_The problem:_
Everything in the listing beneath must be transcribed exactly.
::: Source information :::
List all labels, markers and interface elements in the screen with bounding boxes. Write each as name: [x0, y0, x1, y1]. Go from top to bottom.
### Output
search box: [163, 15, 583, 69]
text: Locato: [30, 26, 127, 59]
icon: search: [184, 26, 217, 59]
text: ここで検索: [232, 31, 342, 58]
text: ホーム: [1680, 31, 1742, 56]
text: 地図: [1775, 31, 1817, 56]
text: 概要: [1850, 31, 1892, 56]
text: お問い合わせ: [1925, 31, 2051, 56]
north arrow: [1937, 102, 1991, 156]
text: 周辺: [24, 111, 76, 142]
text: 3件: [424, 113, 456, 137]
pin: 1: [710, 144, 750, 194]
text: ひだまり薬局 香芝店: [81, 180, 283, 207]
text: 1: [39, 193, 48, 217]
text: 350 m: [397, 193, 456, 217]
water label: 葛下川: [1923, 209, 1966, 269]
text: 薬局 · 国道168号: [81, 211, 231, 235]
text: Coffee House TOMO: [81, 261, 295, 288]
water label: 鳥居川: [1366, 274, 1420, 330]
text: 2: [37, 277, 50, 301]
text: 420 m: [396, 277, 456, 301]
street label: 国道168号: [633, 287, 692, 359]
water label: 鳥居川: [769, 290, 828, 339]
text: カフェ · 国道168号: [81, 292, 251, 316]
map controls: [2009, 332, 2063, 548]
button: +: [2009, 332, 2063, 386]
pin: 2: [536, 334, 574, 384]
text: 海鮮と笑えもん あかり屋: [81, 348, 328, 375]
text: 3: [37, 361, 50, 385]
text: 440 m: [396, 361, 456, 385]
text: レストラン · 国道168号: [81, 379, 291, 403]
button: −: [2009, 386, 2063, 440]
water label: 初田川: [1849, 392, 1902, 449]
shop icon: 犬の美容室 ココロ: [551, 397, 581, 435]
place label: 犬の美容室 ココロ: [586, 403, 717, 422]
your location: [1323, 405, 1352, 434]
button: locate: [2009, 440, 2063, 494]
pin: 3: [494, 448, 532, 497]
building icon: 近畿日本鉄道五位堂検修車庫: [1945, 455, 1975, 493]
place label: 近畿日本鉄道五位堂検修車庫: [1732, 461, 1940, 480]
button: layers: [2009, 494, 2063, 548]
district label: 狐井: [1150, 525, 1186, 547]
:::
_Output for this exercise:_
List all labels, markers and interface elements in the screen with bounding boxes. Write each as name: [x0, y0, x1, y1]. Go from top to bottom.
### Output
search box: [163, 15, 583, 69]
text: Locato: [30, 26, 127, 59]
icon: search: [184, 26, 217, 59]
text: ここで検索: [232, 31, 342, 58]
text: ホーム: [1680, 31, 1742, 56]
text: 地図: [1775, 31, 1817, 56]
text: 概要: [1850, 31, 1892, 56]
text: お問い合わせ: [1925, 31, 2051, 56]
north arrow: [1937, 102, 1991, 156]
text: 周辺: [24, 111, 76, 142]
text: 3件: [424, 113, 456, 137]
pin: 1: [710, 144, 750, 194]
text: ひだまり薬局 香芝店: [81, 180, 283, 207]
text: 1: [39, 193, 48, 217]
text: 350 m: [397, 193, 456, 217]
water label: 葛下川: [1923, 209, 1966, 269]
text: 薬局 · 国道168号: [81, 211, 231, 235]
text: Coffee House TOMO: [81, 261, 295, 288]
water label: 鳥居川: [1366, 274, 1420, 330]
text: 2: [37, 277, 50, 301]
text: 420 m: [396, 277, 456, 301]
street label: 国道168号: [633, 287, 692, 359]
water label: 鳥居川: [769, 290, 828, 339]
text: カフェ · 国道168号: [81, 292, 251, 316]
map controls: [2009, 332, 2063, 548]
button: +: [2009, 332, 2063, 386]
pin: 2: [536, 334, 574, 384]
text: 海鮮と笑えもん あかり屋: [81, 348, 328, 375]
text: 3: [37, 361, 50, 385]
text: 440 m: [396, 361, 456, 385]
text: レストラン · 国道168号: [81, 379, 291, 403]
button: −: [2009, 386, 2063, 440]
water label: 初田川: [1849, 392, 1902, 449]
shop icon: 犬の美容室 ココロ: [551, 397, 581, 435]
place label: 犬の美容室 ココロ: [586, 403, 717, 422]
your location: [1323, 405, 1352, 434]
button: locate: [2009, 440, 2063, 494]
pin: 3: [494, 448, 532, 497]
building icon: 近畿日本鉄道五位堂検修車庫: [1945, 455, 1975, 493]
place label: 近畿日本鉄道五位堂検修車庫: [1732, 461, 1940, 480]
button: layers: [2009, 494, 2063, 548]
district label: 狐井: [1150, 525, 1186, 547]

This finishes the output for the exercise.